Abuja, Nigeria – Dans une décision sans précédent, la Communauté économique des États de l’Afrique de l’Ouest (CEDEAO) a approuvé dimanche un calendrier de sortie pour trois de ses membres, le Niger, le Mali et le Burkina Faso, après presque un an de médiation visant à éviter une dislocation historique du bloc régional. Lors d’un sommet exceptionnel à Abuja, le président de la Commission de la CEDEAO, Omar Touray, a annoncé que la période de transition s’étendra du 29 janvier 2025 au 29 juillet 2025. Pendant cette période, la CEDEAO maintiendra ses portes ouvertes aux trois pays, en dépit de leur décision de quitter l’organisation en janvier dernier.
Les juntes militaires au pouvoir dans ces trois nations avaient justifié leur départ en accusant la CEDEAO de sanctions « inhumaines et irresponsables » à la suite des coups d’État, ainsi que de son incapacité à les aider à résoudre leurs crises sécuritaires internes.

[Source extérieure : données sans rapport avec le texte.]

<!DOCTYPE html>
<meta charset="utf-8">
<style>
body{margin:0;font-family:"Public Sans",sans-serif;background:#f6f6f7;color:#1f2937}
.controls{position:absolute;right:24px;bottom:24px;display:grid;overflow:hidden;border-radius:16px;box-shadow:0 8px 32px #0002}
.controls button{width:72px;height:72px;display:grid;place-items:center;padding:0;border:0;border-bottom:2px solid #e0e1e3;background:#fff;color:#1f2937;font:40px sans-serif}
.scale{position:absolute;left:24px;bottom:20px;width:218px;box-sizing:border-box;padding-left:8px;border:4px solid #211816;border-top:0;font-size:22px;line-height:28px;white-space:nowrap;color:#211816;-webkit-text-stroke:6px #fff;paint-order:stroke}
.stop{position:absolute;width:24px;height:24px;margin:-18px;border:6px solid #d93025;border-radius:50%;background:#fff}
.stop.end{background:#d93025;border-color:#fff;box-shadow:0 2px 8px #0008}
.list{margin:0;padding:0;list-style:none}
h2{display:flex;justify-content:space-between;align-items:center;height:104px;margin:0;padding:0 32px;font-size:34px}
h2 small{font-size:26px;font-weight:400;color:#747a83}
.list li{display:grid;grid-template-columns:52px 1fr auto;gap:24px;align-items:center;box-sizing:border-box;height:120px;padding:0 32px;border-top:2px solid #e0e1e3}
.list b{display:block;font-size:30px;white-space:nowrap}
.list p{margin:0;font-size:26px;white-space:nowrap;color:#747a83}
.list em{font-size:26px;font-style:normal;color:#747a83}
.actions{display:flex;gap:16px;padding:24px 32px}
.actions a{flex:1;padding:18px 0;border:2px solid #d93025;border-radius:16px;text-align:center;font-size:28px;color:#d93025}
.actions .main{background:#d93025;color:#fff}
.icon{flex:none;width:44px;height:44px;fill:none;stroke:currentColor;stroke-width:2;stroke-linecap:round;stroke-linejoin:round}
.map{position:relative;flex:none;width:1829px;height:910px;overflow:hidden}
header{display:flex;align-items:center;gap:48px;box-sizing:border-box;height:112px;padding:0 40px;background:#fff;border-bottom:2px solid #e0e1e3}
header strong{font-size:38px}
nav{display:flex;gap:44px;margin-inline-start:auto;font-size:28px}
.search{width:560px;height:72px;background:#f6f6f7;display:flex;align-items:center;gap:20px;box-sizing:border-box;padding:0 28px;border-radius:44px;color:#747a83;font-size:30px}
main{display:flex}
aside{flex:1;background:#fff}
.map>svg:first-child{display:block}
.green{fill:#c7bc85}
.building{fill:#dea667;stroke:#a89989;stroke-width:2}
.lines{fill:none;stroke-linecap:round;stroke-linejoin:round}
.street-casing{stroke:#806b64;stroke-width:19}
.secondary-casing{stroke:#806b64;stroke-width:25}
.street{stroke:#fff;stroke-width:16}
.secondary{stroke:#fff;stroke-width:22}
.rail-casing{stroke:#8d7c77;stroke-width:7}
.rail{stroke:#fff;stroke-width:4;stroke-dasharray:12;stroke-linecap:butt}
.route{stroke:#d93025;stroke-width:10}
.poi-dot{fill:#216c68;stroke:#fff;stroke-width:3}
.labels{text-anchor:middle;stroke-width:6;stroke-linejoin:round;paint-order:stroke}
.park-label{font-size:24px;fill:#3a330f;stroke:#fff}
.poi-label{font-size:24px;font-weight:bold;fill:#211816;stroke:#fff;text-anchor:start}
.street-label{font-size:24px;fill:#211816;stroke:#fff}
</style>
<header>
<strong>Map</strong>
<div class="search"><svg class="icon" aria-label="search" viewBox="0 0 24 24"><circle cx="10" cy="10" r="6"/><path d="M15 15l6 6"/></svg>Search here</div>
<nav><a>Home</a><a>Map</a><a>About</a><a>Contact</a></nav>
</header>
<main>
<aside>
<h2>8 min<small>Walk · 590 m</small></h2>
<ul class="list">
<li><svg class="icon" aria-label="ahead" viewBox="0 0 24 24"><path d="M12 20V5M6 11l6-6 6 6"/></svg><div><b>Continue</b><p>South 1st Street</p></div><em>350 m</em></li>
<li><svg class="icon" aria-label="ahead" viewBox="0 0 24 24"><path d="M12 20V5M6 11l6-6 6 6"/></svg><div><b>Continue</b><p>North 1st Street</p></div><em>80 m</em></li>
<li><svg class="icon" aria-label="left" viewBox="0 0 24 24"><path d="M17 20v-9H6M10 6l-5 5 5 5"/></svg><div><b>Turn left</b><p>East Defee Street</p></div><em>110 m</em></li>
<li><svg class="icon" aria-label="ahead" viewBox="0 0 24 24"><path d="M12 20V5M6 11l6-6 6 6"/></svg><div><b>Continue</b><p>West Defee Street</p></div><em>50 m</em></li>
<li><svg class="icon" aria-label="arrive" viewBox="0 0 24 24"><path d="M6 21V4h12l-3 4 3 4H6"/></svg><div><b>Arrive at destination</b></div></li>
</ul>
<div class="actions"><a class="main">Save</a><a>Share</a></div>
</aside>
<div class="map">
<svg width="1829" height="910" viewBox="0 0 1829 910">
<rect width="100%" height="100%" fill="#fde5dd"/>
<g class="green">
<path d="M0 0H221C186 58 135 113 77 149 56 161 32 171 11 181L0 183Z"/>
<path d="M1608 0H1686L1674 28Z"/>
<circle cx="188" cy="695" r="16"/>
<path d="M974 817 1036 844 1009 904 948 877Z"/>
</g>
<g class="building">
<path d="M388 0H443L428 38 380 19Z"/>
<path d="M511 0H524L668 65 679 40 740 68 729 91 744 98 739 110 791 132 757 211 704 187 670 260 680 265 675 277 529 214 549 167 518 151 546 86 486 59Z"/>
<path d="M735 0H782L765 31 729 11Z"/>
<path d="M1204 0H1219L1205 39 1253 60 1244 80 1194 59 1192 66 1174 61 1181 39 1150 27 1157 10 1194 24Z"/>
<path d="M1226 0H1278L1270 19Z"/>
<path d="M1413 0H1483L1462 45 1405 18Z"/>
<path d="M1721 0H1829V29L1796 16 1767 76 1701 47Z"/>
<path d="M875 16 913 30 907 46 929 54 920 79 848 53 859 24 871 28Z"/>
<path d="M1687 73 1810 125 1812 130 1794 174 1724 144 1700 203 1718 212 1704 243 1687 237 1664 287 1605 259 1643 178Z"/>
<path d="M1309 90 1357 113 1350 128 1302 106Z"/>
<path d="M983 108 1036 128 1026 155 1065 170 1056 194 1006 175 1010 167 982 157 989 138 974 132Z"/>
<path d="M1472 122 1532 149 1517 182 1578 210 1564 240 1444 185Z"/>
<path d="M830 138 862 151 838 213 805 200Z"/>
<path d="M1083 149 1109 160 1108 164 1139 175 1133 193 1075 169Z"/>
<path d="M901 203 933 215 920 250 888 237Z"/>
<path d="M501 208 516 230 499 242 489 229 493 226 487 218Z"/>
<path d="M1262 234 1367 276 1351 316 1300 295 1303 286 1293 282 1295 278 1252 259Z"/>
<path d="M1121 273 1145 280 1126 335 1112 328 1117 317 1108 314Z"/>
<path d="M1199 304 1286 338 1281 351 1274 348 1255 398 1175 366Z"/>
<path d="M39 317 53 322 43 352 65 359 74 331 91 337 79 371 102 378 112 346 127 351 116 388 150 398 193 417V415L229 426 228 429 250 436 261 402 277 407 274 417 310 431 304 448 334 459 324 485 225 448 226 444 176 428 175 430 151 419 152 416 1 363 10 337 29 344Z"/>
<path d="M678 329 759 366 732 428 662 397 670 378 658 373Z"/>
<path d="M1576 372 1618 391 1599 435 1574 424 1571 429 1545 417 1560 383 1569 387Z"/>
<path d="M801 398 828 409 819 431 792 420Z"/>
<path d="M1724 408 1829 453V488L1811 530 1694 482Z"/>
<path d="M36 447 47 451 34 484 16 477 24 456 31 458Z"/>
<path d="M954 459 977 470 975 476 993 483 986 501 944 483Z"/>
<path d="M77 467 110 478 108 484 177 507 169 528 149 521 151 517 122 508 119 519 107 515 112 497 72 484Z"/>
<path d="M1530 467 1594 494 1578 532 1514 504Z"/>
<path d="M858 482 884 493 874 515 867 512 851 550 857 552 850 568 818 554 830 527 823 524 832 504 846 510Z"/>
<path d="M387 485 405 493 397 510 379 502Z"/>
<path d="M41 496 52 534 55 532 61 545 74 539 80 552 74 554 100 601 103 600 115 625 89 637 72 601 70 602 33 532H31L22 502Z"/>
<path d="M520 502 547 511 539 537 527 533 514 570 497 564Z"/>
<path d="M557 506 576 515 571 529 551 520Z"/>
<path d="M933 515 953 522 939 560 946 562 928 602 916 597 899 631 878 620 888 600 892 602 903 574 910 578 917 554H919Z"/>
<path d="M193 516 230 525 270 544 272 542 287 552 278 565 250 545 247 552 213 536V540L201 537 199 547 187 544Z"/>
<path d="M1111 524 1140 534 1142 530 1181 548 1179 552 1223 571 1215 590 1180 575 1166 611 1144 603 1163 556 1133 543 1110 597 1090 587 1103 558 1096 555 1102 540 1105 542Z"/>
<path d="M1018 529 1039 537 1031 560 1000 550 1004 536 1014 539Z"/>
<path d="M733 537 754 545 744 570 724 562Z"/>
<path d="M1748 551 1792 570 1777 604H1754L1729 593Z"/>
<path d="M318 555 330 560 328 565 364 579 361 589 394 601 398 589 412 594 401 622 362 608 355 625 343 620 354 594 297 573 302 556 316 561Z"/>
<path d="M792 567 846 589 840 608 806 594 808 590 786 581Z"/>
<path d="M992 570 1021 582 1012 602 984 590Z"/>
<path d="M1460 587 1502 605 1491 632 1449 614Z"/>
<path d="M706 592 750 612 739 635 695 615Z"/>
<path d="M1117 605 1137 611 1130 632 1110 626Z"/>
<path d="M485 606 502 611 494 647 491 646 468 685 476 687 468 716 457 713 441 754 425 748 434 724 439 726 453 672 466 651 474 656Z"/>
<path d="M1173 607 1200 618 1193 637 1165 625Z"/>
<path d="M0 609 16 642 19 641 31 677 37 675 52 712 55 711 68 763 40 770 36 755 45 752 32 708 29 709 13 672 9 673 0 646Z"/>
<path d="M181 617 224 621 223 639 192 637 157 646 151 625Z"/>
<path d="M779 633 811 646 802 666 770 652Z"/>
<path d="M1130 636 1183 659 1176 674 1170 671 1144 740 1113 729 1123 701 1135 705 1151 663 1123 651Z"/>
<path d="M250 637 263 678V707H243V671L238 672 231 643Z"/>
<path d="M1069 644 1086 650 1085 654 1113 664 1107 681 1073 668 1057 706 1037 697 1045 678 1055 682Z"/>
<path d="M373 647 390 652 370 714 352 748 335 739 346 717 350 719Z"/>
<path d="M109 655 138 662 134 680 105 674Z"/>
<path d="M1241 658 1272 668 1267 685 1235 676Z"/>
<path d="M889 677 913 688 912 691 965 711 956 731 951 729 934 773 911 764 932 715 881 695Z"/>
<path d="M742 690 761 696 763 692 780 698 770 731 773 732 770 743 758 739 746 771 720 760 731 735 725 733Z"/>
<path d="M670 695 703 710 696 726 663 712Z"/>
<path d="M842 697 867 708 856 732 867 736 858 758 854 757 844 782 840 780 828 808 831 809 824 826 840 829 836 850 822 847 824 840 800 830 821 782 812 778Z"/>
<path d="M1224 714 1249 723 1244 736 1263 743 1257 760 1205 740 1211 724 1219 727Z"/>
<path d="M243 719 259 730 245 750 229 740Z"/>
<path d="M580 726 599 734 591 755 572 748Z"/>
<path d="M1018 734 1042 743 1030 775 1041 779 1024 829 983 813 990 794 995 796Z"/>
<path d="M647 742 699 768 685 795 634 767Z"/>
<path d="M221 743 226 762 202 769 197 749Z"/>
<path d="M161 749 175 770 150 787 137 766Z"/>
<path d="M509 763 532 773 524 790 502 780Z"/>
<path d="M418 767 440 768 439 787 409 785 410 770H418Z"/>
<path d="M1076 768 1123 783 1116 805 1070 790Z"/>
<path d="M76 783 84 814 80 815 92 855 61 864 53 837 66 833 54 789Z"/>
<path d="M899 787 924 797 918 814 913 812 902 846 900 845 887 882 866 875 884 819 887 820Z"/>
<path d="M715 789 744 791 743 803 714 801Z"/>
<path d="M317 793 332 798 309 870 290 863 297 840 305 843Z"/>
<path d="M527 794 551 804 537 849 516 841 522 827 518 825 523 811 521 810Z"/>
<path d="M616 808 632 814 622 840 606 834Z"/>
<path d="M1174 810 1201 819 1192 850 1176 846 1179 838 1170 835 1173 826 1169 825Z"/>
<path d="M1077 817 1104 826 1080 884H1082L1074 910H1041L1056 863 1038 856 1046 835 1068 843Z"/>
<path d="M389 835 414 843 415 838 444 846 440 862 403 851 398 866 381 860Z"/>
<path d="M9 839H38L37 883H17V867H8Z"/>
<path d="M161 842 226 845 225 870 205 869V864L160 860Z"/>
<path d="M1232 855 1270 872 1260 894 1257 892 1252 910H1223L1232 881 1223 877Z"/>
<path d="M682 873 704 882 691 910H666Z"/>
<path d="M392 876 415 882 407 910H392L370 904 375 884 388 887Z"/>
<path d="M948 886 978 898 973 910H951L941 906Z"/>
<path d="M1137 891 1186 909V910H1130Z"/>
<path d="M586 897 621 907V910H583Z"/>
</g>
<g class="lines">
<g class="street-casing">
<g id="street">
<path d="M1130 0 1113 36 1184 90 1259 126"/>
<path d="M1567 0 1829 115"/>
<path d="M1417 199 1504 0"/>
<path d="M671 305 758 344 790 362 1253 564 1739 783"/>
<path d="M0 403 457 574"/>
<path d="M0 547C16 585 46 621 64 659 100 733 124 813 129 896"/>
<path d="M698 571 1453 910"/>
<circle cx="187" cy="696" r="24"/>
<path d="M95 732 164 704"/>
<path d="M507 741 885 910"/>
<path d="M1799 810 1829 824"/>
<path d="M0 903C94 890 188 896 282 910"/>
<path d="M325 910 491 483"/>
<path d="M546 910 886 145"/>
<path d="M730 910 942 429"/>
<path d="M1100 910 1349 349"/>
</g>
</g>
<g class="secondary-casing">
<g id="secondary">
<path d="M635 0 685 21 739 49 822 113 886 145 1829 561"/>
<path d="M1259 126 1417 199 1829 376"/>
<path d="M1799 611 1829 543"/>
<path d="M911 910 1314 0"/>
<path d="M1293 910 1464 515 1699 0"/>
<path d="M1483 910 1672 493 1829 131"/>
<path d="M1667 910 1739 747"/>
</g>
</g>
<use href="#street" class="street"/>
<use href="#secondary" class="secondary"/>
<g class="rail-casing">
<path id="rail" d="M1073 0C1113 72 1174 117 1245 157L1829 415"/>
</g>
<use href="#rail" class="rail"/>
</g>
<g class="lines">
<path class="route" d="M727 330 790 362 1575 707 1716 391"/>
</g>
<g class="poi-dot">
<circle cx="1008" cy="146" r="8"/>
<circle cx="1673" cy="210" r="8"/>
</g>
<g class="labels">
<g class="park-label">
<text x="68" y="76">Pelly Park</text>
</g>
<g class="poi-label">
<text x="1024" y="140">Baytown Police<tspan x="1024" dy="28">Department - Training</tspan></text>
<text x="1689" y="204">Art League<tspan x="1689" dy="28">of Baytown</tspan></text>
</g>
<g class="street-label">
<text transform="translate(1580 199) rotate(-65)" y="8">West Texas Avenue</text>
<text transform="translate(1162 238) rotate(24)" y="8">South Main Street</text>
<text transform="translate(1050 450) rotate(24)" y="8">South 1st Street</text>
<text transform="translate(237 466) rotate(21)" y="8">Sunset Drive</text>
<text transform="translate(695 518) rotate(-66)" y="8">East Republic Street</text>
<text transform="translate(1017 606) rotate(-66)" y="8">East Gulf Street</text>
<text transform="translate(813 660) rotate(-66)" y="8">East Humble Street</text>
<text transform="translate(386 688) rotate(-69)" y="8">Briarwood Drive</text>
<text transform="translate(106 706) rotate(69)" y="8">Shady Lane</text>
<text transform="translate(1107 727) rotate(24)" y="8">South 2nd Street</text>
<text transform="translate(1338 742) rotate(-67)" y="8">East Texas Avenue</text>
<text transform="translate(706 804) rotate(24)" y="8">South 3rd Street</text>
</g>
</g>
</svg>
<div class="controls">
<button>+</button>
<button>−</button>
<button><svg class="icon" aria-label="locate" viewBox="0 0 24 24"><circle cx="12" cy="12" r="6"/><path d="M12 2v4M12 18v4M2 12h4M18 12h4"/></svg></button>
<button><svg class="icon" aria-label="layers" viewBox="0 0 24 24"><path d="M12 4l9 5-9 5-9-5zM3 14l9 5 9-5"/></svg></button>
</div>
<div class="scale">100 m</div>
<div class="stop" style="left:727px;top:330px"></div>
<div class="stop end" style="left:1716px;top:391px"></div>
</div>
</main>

Depuis leur annonce de retrait, le Niger, le Mali et le Burkina Faso ont ignoré les tentatives de la CEDEAO pour inverser leur décision. Les trois pays ont commencé à envisager des alternatives, notamment la création de leurs propres alliances et l’émission indépendante de documents de voyage. Leur départ officiel est prévu pour janvier 2025, après un préavis d’un an. Malgré les tensions, Omar Alieu Touray a salué les efforts des envoyés du bloc pour résoudre cette crise. « Ces initiatives reflètent votre engagement collectif à préserver la paix et l’unité dans notre région », a-t-il déclaré.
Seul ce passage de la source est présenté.